With the advancement of science and technology, AI can be utilized to discover new treatment methods and high-tech biomaterials.
The recent resurgence of artificial intelligence (AI) following the collapse of the 1980s – known as the “AI winter” – has proven to be truly revolutionary. Recently, DeepMind, a subsidiary of Google tasked with developing advanced AI programs, revealed that their AlphaFold system has decoded the structure of nearly all known proteins – over 200 million of them.
At this point in time, a new AI tool is pushing the boundaries of what is possible even further by allowing scientists to design original proteins that are unlike anything found in nature. This new tool, known as ProteinMPNN, has recently been described by researchers at the University of Washington in a pair of studies published in the journal Science.
The authors believe that ProteinMPNN and other similar tools linked to the surface in the near future will open up a new realm of possibilities and subsequent applications. These include entirely new proteins designed from scratch to meet specific goals, which could be digestive enzymes for plastics or new drugs targeting some of the most chronic and challenging diseases today.
Proteins are essential for cell life. They perform complex tasks and act as catalysts for chemical reactions. For a long time, many scientists have sought to harness this power by designing artificial proteins that can perform new functions such as treating diseases, capturing carbon, or storing energy. However, many processes for creating such proteins are quite slow due to their complexity and high failure rates. Previous studies have generated many methods to shape protein structures, but capturing their functions has proven difficult.
The role of proteins in supporting life and nature as a whole is immensely significant. Some are structural, others transport molecules, and some serve as receptors, among other functions. Each of these functions is closely related to its specific shape.
All proteins begin as a linear chain of basic units known as amino acids. The main 2D structure of these amino acids contains the “recipe” that proteins use to fold themselves. A protein goes through repeated folding stages, applying a series of configurations before reaching its final shape, which is the most energetically favorable configuration.
While AlphaFold can predict the shapes of existing proteins and infer their functions, ProteinMPNN can tackle a similar problem but from the reverse angle. Instead of reverse-engineering the roles of proteins from nature, the new tool can help scientists design entirely new proteins from scratch. For instance, they can design a specific function or purpose for a protein and then use AI to generate the corresponding structure that molecular components and shapes would favor the desired function. The remaining challenge is to synthesize these proteins in the laboratory.
ProteinMPNN achieves all these remarkable feats by utilizing two powerful AIs developed at the University of Washington.
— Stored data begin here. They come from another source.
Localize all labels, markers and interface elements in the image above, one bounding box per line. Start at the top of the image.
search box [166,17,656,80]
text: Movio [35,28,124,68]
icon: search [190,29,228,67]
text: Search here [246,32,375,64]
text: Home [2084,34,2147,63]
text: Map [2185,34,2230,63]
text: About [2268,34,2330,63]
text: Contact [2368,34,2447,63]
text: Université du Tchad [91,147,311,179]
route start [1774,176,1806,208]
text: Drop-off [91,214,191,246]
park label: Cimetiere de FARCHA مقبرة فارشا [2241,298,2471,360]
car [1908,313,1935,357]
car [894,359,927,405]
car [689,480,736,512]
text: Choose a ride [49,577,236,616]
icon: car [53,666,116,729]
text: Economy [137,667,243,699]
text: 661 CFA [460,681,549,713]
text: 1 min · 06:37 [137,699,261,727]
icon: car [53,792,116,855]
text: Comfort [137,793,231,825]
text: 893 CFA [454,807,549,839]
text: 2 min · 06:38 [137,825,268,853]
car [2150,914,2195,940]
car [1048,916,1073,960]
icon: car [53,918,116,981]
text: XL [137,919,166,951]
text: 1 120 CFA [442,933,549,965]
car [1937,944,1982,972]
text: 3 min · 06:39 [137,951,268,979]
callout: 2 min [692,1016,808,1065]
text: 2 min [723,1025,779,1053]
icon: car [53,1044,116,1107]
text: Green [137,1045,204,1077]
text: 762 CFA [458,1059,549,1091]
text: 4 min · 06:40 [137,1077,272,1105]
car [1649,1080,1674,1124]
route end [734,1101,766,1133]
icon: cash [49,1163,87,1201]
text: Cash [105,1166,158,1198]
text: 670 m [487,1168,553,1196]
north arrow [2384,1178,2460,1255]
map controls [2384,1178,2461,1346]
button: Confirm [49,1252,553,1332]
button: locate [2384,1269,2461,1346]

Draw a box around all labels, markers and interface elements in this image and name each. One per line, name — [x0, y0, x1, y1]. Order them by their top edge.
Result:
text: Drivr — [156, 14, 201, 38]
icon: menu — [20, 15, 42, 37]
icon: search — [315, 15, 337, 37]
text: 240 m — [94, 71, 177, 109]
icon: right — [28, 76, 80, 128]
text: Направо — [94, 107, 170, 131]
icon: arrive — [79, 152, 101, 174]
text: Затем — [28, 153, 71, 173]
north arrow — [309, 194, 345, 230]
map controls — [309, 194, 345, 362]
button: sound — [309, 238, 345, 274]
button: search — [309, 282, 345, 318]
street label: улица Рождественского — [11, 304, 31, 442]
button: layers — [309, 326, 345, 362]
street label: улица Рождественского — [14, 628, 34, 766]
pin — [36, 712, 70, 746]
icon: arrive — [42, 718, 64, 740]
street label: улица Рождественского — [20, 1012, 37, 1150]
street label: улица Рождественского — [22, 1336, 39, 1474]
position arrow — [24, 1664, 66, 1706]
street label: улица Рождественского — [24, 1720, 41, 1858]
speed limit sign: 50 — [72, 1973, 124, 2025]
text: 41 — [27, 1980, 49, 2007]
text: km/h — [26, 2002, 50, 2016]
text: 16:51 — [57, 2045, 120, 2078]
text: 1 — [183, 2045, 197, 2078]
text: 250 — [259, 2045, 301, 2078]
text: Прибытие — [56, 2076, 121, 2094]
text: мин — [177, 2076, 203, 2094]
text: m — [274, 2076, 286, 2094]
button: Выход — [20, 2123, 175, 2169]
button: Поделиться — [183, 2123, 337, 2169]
The first tool, named “hallucination”, allows scientists to search among potential useful protein sequences based on simple prompts – similar to the famous AI image generator DALL-E, which creates stunning images from text prompts.
The second AI, known as “inpainting”, can be seen as an autocomplete feature like the one you experience when typing a query into Google – but specifically for proteins. When used in synergy, these two AIs can enable scientists to discover entirely new proteins that fit the desired function.
By developing machine learning models capable of reviewing selected protein information from gene databases, researchers have uncovered relatively simple design rules for creating new artificial proteins. When constructing these proteins in physical laboratories, they found that they performed chemically well enough to compete with those available in nature.
To validate the various protein shapes generated by the two AIs, researchers transferred the data to AlphaFold and tested whether the amino acid sequences could indeed fold into the desired shapes.
The initially designed proteins using ProteinMPNN were then assembled in the laboratory. Among them were structures only nanometers in size, which could be fitted inside custom nano devices.
“This is the starting point for machine learning in protein design. In the coming months, we will work to improve these tools to create even more dynamic and functional proteins,” said senior author David Baker, a professor of biochemistry at the University of Washington School of Medicine.